The problem with inspections and foulbrood is: if the bees have been medicated with oxytetracycline then symptoms are suppressed, the colonies LOOK healthy, and that is that. Unless you take samples back to the lab and test for ambient levels of the bacteria, which is possible but very high tech, you have no idea how much foulbrood is out there. 

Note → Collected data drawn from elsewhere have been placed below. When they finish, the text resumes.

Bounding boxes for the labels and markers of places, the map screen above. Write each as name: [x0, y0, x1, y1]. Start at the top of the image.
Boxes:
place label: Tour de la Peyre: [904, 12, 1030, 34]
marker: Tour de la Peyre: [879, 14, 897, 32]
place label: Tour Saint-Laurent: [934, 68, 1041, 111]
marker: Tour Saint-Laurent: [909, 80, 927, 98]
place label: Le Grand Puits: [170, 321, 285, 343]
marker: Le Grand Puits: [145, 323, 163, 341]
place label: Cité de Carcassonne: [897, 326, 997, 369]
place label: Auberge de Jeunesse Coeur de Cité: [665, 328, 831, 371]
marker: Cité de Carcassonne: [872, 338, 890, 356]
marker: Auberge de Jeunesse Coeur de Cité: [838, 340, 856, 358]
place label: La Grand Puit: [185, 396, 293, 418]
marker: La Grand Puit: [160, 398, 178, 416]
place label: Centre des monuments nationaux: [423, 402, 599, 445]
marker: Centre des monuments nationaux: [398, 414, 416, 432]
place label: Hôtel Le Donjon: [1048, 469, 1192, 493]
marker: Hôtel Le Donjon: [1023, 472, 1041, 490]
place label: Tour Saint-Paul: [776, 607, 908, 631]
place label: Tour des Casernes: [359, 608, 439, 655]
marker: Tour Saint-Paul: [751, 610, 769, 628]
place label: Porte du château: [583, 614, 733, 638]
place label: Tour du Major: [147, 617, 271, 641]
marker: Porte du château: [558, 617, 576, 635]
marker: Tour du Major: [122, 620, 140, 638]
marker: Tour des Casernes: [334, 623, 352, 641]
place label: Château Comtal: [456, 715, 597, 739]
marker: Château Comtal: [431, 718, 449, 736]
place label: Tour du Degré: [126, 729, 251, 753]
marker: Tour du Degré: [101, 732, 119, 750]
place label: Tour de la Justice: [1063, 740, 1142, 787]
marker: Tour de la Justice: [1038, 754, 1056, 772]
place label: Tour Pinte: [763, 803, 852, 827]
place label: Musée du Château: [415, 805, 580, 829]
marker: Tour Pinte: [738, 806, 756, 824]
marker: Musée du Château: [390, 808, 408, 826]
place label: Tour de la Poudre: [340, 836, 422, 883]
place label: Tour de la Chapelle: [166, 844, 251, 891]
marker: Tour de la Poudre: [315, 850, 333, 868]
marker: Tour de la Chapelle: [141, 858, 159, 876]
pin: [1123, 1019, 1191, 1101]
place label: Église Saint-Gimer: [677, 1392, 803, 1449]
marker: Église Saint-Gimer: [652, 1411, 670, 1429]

The high levels found this year, in the wake of oxytet becoming a prescription-only drug, are not surprising. It seems at least some of the larger operators failed to secure ongoing supplies of oxytet (OTC) and are seeing an issue with the ambient levels blooming. Since EFB remains infective in honey up to two years, and AFB remains in comb etc. as a durable, practically immortal spore, it is not surprising to see the foulbrood rates climb. Unfortunately I fear this will cause us some heartache in terms of spread, particularly if the bees go on the road.

We are telling our club members to put robbing screens on when mobile bees are around (prevents infection via drift), and have created both information sheets and a club presentation to educate members in identification, diagnosis (the club is keeping a supply of Vita Life test kits on hand once they are back on the shelves...AFB is available again and EFB will be soon), treatment and prevention options.

We should all ask our local representatives to reinstate state funding for apiculture departments, including an effective inspection force. 

Meanwhile, be vigilant, learn the shook swarm method, and educate.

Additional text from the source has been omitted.